Hay que tener presente que al sustituir el aro original puede perderse el acceso a botones, ruletas, levas o indicadores integrados, dependiendo del volante elegido y de cómo se realice la instalación. Por eso esta solución encaja mejor con usuarios que priorizan la posición y el tacto del aro, o que ya disponen de controles auxiliares.
Puntos fuertes y aspectos mejorables
Puntos fuertes:
- Construcción rígida en aluminio mecanizado mediante CNC.
- Compatibilidad con las bases Logitech G29, G920 y G923.
- Patrón PCD de 70 mm, ampliamente utilizado en simulación.
- Instalación relativamente sencilla y reversible.
- Permite elegir entre volantes de 13 y 14 pulgadas.
- Mantiene el volante de sustitución cerca de la posición original.
Aspectos mejorables:
- No incluye el volante, por lo que hay que verificar cuidadosamente el patrón de fijación antes de comprarlo.
- No soluciona por sí mismo la pérdida de botones o levas del aro original.
- Con volantes pesados o de mayor diámetro, la tornillería necesita revisiones periódicas.
- Sería útil disponer de instrucciones de montaje más detalladas y de una indicación clara sobre las medidas máximas de los tornillos.
Frente a adaptadores impresos en plástico, esta placa ofrece una unión más sólida y estable. Frente a soluciones mecanizadas de mayor grosor, puede proporcionar menos margen para modificar el desplazamiento del volante, pero también mantiene una instalación más compacta.
Veredicto del experto
Considero que es una solución adecuada para actualizar la ergonomía de un Logitech G29, G920 o G923 sin cambiar toda la base. La placa cumple bien su función cuando se combina con un volante ligero o de peso moderado y se respeta el patrón de 70 mm.

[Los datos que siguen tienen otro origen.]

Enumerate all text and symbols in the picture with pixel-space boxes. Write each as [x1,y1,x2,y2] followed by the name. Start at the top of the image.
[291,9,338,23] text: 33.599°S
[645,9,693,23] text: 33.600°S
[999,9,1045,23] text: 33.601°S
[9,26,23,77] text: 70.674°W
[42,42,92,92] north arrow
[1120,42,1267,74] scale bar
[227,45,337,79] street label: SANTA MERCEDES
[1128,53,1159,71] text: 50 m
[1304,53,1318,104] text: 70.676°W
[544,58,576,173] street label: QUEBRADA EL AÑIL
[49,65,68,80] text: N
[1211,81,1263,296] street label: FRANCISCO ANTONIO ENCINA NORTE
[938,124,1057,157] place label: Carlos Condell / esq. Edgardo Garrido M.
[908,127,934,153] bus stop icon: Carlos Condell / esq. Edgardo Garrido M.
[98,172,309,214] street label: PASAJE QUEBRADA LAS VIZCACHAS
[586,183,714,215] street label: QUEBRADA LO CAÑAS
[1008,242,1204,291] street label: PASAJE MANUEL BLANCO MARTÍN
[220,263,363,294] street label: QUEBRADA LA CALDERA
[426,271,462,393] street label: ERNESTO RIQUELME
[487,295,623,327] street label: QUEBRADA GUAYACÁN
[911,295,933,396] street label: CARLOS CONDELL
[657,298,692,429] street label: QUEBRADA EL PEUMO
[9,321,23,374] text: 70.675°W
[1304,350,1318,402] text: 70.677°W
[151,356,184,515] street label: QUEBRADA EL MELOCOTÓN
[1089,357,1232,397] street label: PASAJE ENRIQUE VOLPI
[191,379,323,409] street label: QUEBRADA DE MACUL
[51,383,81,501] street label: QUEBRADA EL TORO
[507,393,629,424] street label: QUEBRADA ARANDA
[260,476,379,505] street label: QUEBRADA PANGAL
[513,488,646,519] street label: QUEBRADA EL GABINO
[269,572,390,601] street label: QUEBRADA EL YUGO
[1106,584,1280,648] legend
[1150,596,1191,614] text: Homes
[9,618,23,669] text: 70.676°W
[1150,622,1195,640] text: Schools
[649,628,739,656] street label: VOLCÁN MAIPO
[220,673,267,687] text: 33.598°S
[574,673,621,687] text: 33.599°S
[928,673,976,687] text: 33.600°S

La recomendaría para un usuario que busque un aro más grande, una posición de conducción distinta o una estética más próxima a la competición. Antes del montaje comprobaría el diámetro del volante, la distribución de los orificios, la longitud de los tornillos y la posible pérdida de controles integrados. Con esas comprobaciones y una instalación cuidadosa, el conjunto ofrece una mejora tangible en tacto y personalización sin complicar en exceso la configuración.